Created | 2010 |
---|---|
Medium | iPad drawing |
Size | 22 x 17" |
Genre | Neo |
Presentation | Limited Edition of 250 |
Signed | Yes |
David Hockney iPad Drawing Untitled, 346, 2010
David Hockney iPad Drawing Untitled, 468 by David Hockney
“I just happen to be an artist who uses the iPad, I’m not an iPad artist. It’s just a medium. But I am aware of the revolutionary aspects of it, and it’s implications.” – David Hockney
Description
iPad Drawing Untitled, 468 By David Hockney
One of the most important artists to emerge in Britain in the 1960s, David Hockney first gained attention while he was a student at the Royal College of Art in London. Along with Allan Jones, RB Kitaj and other current and former RCA students, Hockney was featured in the 1961 edition of the annual Young Contemporaries exhibition, held at Whitechapel Art Gallery, which heralded the arrival of the new Pop aesthetic in the UK.
In 1964 Hockney moved from London to Los Angeles, where he started painting scenes of Southern California life – rolling hills, swimming pools and modernist architecture – that were often infused with homoerotic themes. Hockney has also focused on the landscape, either in paintings or the collages made with Polaroid and 35 mm-color prints of the 1980s to mural-scaled horizontal format landscapes and stage sets. Hockney has continued to investigate the relationship between perception and space as well as technology, in a series of iPad drawings.
A major retrospective of his work organized by the Tate Britain, the Centre Pompidou and theMetropolitan Museum acknowledged the artist’s long career, which continues. Still active at age 80, the artist is represented in major collections around the world including notable holdings by theBritish Museum, London, the Metropolitan Museum of Art, New York. For those collecting Hockney the market remains positive. According to Sotheby’s, the average compound annual return for Hockney resold at auction between 2003 and 2017 was 10.7% and 80.8% of 52 such works increased in value.
iPad Drawings by David Hockney
“I just happen to be an artist who uses the iPad, I’m not an iPad artist. It’s just a medium. But I am aware of the revolutionary aspects of it, and it’s implications.”
In 2010 and 2011 the artist exhibited 28 images he created of Yosemite National Park, Yosemite Suite. There wouldn’t be anything extraordinary about that – except that instead of an easel or medium-format camera, he brought his iPad along. The digital drawings he created using the software Brushes have been reproduced as large prints for display, four of them stretching to nearly eight feet in height.
A practical man, Hockney started drawing on his iPhone and IPad, sending his works via email to dozens of friends at a time.
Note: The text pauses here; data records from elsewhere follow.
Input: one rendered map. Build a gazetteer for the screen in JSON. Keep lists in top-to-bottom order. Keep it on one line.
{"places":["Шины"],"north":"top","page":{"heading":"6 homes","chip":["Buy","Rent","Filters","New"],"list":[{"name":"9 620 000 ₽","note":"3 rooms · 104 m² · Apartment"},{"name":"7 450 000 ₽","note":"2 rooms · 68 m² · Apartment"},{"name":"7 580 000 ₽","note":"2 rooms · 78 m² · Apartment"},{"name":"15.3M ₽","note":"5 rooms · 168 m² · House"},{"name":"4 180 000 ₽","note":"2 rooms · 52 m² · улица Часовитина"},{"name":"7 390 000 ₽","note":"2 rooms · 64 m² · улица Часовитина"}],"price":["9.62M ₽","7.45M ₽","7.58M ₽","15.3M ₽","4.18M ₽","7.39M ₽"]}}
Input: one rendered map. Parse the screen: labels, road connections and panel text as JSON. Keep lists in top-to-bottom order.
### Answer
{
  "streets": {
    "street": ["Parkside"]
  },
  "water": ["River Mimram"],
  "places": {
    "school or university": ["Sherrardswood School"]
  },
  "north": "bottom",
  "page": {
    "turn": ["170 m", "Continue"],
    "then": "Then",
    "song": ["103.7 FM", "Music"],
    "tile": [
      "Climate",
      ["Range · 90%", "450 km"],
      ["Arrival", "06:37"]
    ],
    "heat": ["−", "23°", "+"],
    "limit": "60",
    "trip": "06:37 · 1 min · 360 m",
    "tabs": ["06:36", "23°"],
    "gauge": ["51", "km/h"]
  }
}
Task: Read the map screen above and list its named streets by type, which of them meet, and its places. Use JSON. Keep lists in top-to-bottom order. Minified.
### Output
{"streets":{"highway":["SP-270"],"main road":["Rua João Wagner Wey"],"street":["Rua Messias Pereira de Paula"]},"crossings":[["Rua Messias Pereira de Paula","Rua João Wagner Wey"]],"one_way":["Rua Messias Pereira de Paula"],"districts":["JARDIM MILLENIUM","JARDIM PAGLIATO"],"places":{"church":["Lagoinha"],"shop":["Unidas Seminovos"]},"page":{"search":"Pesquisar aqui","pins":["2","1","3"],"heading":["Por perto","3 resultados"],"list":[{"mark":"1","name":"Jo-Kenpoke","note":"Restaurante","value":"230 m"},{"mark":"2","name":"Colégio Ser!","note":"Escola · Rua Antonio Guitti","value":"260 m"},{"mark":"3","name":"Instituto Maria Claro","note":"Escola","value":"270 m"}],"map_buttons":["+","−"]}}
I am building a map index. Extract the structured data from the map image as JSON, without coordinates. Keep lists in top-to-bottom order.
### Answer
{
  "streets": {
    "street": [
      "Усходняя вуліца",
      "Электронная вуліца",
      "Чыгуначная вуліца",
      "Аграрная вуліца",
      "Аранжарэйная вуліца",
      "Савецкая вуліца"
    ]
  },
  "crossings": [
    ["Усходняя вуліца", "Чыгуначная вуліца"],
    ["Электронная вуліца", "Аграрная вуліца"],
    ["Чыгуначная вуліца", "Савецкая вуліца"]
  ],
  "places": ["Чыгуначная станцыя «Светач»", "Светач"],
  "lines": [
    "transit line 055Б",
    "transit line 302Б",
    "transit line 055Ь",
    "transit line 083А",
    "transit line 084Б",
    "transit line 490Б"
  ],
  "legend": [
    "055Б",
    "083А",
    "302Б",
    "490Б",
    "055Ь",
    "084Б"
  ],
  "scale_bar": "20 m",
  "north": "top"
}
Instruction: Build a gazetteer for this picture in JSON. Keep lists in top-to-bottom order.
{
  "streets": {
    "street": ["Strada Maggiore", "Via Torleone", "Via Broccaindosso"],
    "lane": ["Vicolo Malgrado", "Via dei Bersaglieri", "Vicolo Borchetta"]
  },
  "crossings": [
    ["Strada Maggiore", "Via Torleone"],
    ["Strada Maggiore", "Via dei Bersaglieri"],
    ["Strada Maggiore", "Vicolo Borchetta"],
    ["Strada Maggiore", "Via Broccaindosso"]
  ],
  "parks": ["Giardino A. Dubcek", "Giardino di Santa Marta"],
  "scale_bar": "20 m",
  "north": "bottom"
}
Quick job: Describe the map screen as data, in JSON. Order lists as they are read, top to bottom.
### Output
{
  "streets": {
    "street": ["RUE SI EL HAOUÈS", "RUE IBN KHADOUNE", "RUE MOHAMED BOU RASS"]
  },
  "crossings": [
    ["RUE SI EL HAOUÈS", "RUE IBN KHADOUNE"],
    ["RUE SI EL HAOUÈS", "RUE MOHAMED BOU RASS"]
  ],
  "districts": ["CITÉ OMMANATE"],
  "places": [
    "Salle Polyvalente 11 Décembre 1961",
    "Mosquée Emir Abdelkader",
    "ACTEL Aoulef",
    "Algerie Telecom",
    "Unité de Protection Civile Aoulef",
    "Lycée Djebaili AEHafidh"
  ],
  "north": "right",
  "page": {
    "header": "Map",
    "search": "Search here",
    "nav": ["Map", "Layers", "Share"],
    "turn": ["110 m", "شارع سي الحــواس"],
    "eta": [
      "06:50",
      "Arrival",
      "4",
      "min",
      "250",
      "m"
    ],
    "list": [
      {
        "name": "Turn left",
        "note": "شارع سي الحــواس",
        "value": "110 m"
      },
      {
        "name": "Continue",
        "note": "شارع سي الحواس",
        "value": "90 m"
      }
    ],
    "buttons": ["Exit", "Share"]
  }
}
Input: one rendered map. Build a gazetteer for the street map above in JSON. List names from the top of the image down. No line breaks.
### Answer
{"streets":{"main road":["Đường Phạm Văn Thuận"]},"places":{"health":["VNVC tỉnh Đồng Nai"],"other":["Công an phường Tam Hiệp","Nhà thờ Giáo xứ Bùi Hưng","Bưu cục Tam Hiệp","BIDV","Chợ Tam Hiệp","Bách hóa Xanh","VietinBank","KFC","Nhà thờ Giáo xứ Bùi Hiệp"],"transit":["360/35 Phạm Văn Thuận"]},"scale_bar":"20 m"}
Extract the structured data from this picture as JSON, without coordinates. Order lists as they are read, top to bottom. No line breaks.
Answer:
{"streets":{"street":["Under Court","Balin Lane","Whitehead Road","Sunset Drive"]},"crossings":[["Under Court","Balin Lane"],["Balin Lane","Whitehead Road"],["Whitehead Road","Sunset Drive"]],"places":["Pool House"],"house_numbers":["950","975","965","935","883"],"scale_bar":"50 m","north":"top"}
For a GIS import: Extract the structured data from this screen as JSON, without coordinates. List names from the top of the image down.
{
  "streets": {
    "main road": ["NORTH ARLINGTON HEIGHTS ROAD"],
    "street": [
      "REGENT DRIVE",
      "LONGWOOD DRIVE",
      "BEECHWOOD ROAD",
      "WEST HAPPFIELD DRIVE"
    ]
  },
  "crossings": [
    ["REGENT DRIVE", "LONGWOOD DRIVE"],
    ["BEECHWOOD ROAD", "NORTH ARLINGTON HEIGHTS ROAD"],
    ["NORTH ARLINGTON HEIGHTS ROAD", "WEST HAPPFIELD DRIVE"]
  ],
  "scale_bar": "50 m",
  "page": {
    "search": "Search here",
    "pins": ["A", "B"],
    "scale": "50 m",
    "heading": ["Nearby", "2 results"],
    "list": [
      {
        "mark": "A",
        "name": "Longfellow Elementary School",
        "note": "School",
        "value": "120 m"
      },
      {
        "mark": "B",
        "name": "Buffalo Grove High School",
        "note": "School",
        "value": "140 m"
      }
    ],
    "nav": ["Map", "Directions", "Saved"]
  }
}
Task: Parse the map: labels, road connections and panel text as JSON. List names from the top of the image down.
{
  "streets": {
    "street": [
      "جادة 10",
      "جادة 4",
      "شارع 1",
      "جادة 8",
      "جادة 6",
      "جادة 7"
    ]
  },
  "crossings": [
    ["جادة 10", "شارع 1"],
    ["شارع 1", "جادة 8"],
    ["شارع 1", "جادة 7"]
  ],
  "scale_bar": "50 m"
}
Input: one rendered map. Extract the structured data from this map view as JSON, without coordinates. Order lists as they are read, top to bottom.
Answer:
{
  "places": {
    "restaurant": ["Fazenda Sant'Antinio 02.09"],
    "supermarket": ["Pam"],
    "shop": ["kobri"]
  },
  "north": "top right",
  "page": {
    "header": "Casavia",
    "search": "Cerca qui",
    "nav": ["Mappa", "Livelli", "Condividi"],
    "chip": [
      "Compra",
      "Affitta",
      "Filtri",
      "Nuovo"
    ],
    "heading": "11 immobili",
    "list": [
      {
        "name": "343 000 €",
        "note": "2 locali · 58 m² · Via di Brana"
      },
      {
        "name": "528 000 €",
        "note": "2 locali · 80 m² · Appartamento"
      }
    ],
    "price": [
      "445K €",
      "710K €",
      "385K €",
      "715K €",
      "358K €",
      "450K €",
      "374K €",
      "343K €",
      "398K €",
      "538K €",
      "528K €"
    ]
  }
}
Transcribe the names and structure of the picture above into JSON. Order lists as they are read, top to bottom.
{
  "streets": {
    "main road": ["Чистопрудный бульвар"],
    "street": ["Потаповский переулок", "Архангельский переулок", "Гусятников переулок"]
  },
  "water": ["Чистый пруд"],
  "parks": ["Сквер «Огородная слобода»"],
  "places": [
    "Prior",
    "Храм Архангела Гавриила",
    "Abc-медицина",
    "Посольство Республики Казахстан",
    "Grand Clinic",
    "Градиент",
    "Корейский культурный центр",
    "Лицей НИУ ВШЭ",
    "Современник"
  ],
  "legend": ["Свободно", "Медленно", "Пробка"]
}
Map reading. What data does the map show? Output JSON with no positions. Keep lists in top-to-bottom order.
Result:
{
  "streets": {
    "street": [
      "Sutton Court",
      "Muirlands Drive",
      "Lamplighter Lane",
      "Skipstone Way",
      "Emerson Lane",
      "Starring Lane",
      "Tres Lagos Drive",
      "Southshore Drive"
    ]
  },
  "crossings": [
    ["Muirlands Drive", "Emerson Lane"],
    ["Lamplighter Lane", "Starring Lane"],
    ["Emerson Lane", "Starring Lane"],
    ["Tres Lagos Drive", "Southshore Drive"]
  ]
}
Hockney’s works, 150 of which included iPad images, have been exhibited at the deYoung Museum in Golden Gate Park in San Francisco. Just a short trip for Silicon Valley designers who created both the hardware and software for Hockney’s reinvention of finger painting. Hockney has long embraced new technologies to create pictures. These works, depicting intimate domestic scenes, still-lifes, floral arrangements, and self-portraits, represent some of Hockney’s earliest experiments with drawing on the phone and tablet. “He thinks it’s a new medium and that it’s here to stay,” said Richard Benefield, deputy director of the de Young who helped curate the exhibition. “He’s really exploited it, I think, as far as you can take it in terms of using the iPad to do what artists used to do with pastels or watercolors or oil paints when they’re working outside in the landscape.”
“People from the village come up and tease me: ‘We hear you’ve started drawing on your telephone,’” Mr. Hockney said in a quotation displayed in the exhibition. “And I tell them, ‘Well, no, actually, it’s just that occasionally I speak on my sketch pad.’” There are also videos, using the playback feature of the Brushes app, showing him creating the drawings, which he has said were the first time he viewed himself making art.
Hockney uses the Brushes app, a stylus and a digital inkjet printer that takes 20 minutes to print each large page. He’s known for drawing and painting outdoors, and the iPad has simplified that process. It has also raised questions among critics about whether iPad drawings qualify as art. Hockney has long been interested in the technology of art and using new media to make art. He wrote a book about evidence that the old masters used devices liked a camera lucida. He has used Polaroid film, color photocopiers and fax machines, and in 2009, began sending friends daily drawings of flower bouquets made on his iPhone.
Art critics have shown mixed reactions to Mr. Hockney’s use of technology like the iPad. Still collectors find the iPad drawings form an in-depth portrait of the artist as a tradition-fluent progressive working nonstop at the height of his powers, deftly juggling digital and analog modes of representation and energetically pursuing newness on several fronts.